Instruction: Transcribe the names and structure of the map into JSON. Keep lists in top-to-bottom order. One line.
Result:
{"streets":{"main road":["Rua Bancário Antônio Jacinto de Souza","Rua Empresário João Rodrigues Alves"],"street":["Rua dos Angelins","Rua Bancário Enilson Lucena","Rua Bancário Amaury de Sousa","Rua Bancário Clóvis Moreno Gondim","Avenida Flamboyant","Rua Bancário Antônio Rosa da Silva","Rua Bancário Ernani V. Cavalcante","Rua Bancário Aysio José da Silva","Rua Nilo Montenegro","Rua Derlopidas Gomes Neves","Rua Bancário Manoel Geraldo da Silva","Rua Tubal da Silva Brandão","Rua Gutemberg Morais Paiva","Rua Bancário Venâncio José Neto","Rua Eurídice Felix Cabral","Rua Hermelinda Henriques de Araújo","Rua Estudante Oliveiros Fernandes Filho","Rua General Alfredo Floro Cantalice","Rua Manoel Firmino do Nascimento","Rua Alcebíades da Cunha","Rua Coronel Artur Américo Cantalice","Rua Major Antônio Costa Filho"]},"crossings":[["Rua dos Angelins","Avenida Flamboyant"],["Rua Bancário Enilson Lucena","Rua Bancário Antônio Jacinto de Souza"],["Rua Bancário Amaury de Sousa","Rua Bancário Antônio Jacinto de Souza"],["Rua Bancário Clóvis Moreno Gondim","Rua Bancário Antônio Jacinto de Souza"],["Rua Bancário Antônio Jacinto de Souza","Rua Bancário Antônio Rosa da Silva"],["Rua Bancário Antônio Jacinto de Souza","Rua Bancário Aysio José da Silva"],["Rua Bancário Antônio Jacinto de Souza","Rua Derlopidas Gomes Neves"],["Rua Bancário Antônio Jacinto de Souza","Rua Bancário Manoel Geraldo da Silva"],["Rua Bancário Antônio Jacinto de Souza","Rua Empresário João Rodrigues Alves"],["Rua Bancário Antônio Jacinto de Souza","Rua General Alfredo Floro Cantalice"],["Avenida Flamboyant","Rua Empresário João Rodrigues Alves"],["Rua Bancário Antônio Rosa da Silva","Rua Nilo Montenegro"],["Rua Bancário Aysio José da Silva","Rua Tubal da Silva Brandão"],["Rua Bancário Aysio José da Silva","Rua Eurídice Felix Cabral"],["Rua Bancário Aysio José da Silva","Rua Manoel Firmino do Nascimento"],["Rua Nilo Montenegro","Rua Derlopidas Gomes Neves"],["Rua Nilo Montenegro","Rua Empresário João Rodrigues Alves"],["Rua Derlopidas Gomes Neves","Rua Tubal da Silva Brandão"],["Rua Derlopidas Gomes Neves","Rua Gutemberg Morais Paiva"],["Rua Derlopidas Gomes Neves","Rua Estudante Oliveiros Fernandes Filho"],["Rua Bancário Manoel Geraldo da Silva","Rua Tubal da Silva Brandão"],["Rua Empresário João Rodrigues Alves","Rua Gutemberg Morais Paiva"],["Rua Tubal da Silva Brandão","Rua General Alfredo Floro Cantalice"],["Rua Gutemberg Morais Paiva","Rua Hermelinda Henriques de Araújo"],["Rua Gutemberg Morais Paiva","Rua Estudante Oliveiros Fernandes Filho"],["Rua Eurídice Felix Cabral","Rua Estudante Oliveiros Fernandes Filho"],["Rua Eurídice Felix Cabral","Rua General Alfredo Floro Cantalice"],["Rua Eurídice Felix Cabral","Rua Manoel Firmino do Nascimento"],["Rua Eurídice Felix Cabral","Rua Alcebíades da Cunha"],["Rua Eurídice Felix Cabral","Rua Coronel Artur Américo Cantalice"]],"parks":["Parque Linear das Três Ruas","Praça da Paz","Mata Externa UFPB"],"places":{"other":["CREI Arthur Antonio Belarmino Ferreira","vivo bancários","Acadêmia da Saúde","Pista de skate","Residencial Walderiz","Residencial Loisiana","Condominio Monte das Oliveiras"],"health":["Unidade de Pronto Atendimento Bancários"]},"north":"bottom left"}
****************
• Exercise directions
Copy every line above once more, precisely as it reads.

• Solved exercise
Instruction: Transcribe the names and structure of the map into JSON. Keep lists in top-to-bottom order. One line.
Result:
{"streets":{"main road":["Rua Bancário Antônio Jacinto de Souza","Rua Empresário João Rodrigues Alves"],"street":["Rua dos Angelins","Rua Bancário Enilson Lucena","Rua Bancário Amaury de Sousa","Rua Bancário Clóvis Moreno Gondim","Avenida Flamboyant","Rua Bancário Antônio Rosa da Silva","Rua Bancário Ernani V. Cavalcante","Rua Bancário Aysio José da Silva","Rua Nilo Montenegro","Rua Derlopidas Gomes Neves","Rua Bancário Manoel Geraldo da Silva","Rua Tubal da Silva Brandão","Rua Gutemberg Morais Paiva","Rua Bancário Venâncio José Neto","Rua Eurídice Felix Cabral","Rua Hermelinda Henriques de Araújo","Rua Estudante Oliveiros Fernandes Filho","Rua General Alfredo Floro Cantalice","Rua Manoel Firmino do Nascimento","Rua Alcebíades da Cunha","Rua Coronel Artur Américo Cantalice","Rua Major Antônio Costa Filho"]},"crossings":[["Rua dos Angelins","Avenida Flamboyant"],["Rua Bancário Enilson Lucena","Rua Bancário Antônio Jacinto de Souza"],["Rua Bancário Amaury de Sousa","Rua Bancário Antônio Jacinto de Souza"],["Rua Bancário Clóvis Moreno Gondim","Rua Bancário Antônio Jacinto de Souza"],["Rua Bancário Antônio Jacinto de Souza","Rua Bancário Antônio Rosa da Silva"],["Rua Bancário Antônio Jacinto de Souza","Rua Bancário Aysio José da Silva"],["Rua Bancário Antônio Jacinto de Souza","Rua Derlopidas Gomes Neves"],["Rua Bancário Antônio Jacinto de Souza","Rua Bancário Manoel Geraldo da Silva"],["Rua Bancário Antônio Jacinto de Souza","Rua Empresário João Rodrigues Alves"],["Rua Bancário Antônio Jacinto de Souza","Rua General Alfredo Floro Cantalice"],["Avenida Flamboyant","Rua Empresário João Rodrigues Alves"],["Rua Bancário Antônio Rosa da Silva","Rua Nilo Montenegro"],["Rua Bancário Aysio José da Silva","Rua Tubal da Silva Brandão"],["Rua Bancário Aysio José da Silva","Rua Eurídice Felix Cabral"],["Rua Bancário Aysio José da Silva","Rua Manoel Firmino do Nascimento"],["Rua Nilo Montenegro","Rua Derlopidas Gomes Neves"],["Rua Nilo Montenegro","Rua Empresário João Rodrigues Alves"],["Rua Derlopidas Gomes Neves","Rua Tubal da Silva Brandão"],["Rua Derlopidas Gomes Neves","Rua Gutemberg Morais Paiva"],["Rua Derlopidas Gomes Neves","Rua Estudante Oliveiros Fernandes Filho"],["Rua Bancário Manoel Geraldo da Silva","Rua Tubal da Silva Brandão"],["Rua Empresário João Rodrigues Alves","Rua Gutemberg Morais Paiva"],["Rua Tubal da Silva Brandão","Rua General Alfredo Floro Cantalice"],["Rua Gutemberg Morais Paiva","Rua Hermelinda Henriques de Araújo"],["Rua Gutemberg Morais Paiva","Rua Estudante Oliveiros Fernandes Filho"],["Rua Eurídice Felix Cabral","Rua Estudante Oliveiros Fernandes Filho"],["Rua Eurídice Felix Cabral","Rua General Alfredo Floro Cantalice"],["Rua Eurídice Felix Cabral","Rua Manoel Firmino do Nascimento"],["Rua Eurídice Felix Cabral","Rua Alcebíades da Cunha"],["Rua Eurídice Felix Cabral","Rua Coronel Artur Américo Cantalice"]],"parks":["Parque Linear das Três Ruas","Praça da Paz","Mata Externa UFPB"],"places":{"other":["CREI Arthur Antonio Belarmino Ferreira","vivo bancários","Acadêmia da Saúde","Pista de skate","Residencial Walderiz","Residencial Loisiana","Condominio Monte das Oliveiras"],"health":["Unidade de Pronto Atendimento Bancários"]},"north":"bottom left"}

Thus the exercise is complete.